7. The multimodal sensor orientation measurement fusion system according to claim 1, characterized in that, The sensor health assessment submodule based on a sliding window in the adaptive weighted fusion decision module maintains a sliding window with a length of 50 data points. For the data of each sensor in the window, the Mahalanobis distance between it and the current optimal estimate of the system is calculated, and the distance is mapped to a health score between 0 and 1. Sensors with a health score lower than 0.3 will be judged as abnormal, and their fusion weight at that moment will be automatically set to 0.
8. The multimodal sensor orientation measurement fusion system according to claim 7, characterized in that, The improved capacitive Kalman filter framework in the adaptive weighted fusion decision module adopts the posterior probability density function of the third-order spherical radial volume rule approximation state. Its multi-model interaction structure contains four parallel-running filter models, corresponding to sensor combinations using only an inertial measurement unit, an inertial measurement unit plus a stereo vision camera, an inertial measurement unit plus a global navigation satellite system, and an inertial measurement unit plus a 2D lidar.

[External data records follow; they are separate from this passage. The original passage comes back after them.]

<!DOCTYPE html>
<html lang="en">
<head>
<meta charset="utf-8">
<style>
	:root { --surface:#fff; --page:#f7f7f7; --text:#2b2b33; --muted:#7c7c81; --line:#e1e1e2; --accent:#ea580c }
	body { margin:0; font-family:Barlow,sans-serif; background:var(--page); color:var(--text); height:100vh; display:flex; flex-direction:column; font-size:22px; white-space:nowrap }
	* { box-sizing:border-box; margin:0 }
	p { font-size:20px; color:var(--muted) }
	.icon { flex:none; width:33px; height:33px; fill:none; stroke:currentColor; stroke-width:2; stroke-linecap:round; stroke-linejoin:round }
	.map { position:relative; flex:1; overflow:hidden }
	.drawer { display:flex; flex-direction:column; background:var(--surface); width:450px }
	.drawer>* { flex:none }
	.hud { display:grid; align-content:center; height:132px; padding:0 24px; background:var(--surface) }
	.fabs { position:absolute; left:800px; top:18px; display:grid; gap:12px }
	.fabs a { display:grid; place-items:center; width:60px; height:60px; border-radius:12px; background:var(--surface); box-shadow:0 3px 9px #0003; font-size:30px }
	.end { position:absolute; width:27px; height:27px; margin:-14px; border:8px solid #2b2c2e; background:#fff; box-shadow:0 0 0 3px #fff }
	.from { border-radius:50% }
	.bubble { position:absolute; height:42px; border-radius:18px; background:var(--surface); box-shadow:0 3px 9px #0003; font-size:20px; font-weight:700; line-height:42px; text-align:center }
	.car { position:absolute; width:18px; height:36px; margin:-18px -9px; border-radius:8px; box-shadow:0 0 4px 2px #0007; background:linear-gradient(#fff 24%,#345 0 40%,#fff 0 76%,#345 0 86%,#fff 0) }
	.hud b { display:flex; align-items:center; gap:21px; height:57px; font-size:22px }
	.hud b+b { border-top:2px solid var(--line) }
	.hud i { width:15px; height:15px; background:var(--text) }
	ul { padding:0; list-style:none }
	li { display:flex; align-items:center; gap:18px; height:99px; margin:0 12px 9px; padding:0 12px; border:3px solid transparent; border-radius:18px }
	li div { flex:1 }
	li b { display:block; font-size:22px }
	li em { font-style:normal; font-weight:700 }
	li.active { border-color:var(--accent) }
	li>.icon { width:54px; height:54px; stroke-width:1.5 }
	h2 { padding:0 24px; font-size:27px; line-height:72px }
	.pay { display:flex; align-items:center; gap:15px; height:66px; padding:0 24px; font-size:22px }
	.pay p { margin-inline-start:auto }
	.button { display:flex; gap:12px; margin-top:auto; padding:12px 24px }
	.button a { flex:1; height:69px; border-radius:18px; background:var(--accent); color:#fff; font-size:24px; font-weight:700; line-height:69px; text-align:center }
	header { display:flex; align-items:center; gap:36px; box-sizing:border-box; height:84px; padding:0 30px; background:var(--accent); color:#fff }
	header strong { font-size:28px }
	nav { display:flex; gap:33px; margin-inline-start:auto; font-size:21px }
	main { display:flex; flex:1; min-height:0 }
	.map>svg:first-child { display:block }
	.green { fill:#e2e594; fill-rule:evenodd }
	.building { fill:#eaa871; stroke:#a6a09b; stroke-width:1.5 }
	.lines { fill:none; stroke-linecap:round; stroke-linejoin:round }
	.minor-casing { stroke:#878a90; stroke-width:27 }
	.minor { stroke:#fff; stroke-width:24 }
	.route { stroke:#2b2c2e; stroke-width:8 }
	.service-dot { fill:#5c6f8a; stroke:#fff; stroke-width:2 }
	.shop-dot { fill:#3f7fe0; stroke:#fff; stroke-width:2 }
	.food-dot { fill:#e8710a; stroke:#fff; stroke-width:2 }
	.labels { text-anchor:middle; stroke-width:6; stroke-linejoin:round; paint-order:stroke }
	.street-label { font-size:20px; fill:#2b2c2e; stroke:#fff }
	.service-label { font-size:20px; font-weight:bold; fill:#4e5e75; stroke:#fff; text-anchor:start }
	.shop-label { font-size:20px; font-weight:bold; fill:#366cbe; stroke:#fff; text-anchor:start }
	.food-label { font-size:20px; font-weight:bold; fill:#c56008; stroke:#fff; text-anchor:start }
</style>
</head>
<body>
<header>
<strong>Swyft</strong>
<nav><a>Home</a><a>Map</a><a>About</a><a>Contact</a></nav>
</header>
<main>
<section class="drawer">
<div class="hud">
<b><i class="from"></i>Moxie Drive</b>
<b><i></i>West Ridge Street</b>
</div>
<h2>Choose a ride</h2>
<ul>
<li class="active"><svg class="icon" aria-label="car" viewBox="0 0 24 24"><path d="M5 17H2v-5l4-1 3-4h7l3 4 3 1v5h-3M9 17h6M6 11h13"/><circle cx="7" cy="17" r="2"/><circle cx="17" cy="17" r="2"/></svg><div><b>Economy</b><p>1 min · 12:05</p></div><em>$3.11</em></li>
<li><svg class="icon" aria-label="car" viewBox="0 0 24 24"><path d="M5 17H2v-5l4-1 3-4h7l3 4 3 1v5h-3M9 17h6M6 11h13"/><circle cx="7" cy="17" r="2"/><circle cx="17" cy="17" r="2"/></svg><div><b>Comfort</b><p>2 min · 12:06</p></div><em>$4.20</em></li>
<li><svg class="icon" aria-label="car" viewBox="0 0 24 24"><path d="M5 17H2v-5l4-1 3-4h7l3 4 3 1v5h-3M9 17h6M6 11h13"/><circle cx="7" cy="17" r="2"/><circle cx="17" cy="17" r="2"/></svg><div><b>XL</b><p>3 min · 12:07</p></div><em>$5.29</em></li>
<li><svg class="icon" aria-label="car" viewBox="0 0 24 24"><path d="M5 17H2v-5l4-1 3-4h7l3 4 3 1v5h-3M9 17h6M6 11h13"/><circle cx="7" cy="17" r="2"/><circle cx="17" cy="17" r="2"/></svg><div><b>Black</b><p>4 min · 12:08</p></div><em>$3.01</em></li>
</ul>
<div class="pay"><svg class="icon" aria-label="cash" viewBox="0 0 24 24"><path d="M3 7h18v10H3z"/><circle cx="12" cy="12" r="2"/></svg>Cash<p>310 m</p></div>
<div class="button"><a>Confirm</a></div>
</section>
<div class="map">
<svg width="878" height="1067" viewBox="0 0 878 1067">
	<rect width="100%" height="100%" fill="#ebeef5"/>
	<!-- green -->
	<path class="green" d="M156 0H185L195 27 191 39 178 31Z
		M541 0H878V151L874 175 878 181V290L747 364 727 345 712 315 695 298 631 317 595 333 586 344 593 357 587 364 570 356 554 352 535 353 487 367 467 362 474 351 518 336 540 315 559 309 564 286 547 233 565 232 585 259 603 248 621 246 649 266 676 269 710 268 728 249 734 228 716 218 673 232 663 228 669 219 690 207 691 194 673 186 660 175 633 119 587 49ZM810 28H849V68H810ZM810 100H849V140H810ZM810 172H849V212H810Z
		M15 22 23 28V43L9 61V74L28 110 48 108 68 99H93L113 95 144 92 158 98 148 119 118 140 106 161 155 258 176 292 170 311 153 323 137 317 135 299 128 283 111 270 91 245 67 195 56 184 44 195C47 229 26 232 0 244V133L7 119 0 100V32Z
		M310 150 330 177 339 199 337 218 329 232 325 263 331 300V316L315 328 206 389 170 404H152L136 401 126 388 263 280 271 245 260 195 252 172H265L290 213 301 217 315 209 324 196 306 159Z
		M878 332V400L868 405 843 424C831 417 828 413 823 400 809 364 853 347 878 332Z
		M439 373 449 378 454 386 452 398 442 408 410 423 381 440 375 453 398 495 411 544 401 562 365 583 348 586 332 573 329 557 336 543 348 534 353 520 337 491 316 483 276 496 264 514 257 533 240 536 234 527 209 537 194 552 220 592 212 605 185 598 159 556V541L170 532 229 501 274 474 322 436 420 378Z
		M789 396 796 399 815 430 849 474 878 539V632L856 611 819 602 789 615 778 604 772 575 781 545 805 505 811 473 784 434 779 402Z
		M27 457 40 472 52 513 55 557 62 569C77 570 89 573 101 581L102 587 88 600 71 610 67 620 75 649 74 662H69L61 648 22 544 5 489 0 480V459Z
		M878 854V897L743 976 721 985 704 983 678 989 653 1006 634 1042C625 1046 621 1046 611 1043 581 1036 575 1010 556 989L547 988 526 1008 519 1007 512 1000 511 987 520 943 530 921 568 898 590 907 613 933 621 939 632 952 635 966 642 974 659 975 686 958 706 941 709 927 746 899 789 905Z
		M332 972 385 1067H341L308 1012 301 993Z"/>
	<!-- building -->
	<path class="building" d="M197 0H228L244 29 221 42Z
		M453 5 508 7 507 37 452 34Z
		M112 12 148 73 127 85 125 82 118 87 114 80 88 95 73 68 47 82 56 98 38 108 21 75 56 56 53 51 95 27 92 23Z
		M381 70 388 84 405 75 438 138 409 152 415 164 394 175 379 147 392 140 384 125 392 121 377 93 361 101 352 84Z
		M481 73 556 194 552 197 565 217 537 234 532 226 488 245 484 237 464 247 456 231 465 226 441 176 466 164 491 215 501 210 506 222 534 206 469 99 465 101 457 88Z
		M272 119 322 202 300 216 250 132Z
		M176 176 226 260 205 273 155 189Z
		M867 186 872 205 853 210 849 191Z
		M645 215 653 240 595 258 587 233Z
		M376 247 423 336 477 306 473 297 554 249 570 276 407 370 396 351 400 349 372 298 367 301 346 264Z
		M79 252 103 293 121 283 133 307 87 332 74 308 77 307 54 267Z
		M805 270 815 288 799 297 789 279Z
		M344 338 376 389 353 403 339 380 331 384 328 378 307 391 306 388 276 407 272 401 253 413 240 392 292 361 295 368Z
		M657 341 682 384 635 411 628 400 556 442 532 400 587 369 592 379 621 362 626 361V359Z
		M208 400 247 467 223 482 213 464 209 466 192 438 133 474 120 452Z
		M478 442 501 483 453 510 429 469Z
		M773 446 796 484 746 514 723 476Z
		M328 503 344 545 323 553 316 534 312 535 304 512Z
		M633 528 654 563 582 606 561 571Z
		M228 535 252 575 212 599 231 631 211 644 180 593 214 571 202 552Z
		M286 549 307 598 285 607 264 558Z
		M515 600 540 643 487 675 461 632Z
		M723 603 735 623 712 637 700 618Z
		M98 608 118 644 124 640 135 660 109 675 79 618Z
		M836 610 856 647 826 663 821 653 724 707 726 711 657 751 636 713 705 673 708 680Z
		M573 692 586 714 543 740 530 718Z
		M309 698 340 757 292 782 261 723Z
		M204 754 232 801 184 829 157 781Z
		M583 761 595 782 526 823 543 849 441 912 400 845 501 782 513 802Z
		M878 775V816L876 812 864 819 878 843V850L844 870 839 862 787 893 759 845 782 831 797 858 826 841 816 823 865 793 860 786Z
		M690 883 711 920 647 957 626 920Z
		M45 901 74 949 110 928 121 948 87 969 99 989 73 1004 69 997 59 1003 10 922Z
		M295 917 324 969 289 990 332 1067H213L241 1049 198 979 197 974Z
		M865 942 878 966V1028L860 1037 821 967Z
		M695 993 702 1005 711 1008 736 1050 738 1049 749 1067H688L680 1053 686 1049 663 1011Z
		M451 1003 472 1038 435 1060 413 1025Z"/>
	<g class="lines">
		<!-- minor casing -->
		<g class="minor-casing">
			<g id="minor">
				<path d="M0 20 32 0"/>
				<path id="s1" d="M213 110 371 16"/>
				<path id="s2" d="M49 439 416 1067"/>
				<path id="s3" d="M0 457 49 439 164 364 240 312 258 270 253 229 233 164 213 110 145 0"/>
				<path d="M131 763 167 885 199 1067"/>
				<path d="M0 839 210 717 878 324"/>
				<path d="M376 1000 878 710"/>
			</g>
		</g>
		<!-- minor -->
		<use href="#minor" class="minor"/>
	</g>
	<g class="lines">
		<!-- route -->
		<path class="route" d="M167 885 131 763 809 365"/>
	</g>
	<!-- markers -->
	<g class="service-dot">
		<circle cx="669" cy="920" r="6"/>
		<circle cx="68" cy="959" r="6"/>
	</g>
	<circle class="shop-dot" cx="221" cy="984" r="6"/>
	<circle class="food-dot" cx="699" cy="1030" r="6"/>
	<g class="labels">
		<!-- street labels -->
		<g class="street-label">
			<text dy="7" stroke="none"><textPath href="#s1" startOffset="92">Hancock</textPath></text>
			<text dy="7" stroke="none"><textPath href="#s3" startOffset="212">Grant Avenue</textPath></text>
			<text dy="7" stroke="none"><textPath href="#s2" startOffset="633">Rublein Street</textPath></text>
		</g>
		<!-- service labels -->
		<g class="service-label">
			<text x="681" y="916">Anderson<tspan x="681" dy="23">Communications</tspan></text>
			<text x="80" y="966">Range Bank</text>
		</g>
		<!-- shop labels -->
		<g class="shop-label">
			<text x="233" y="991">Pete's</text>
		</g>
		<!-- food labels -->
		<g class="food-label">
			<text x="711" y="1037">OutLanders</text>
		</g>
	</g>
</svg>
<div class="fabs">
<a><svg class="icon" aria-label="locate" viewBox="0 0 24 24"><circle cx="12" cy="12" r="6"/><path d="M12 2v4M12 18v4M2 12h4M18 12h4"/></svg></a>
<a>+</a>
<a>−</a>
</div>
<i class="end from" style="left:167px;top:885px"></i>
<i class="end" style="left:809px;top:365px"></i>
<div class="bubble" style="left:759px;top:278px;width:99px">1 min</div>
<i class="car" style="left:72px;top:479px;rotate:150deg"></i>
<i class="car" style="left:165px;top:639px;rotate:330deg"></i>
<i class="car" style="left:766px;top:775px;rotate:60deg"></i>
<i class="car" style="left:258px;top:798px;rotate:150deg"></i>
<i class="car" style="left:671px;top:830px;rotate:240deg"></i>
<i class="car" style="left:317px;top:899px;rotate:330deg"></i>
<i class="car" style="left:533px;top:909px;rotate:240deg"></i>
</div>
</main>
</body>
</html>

9. A multimodal sensor orientation measurement fusion system according to claim 8, characterized in that, In the adaptive weighted fusion decision module, the observation likelihood function of each model is modeled as a Gaussian distribution based on the noise characteristics of the corresponding sensor, and its mean and covariance are learned through historical data; the activation probability of each model is determined by normalizing the sensor health score using the softmax function.
10. A multimodal sensor orientation measurement fusion system according to claim 1, characterized in that, The closed-loop correction mechanism of the system output and feedback control module combines the current optimal attitude and position estimate of the system with the known sensor model to predict the observation values that each sensor should have; calculates the residual between the predicted observation values and the actual sensor observation values; if the moving average of the residual sequence continues to exceed the preset threshold, the calibration parameter online update process is initiated. This process uses the Levenburg Marquardt optimization algorithm to minimize the sum of squared residuals, thereby iteratively optimizing the sensor extrinsic parameter matrix and intrinsic parameter distortion coefficient.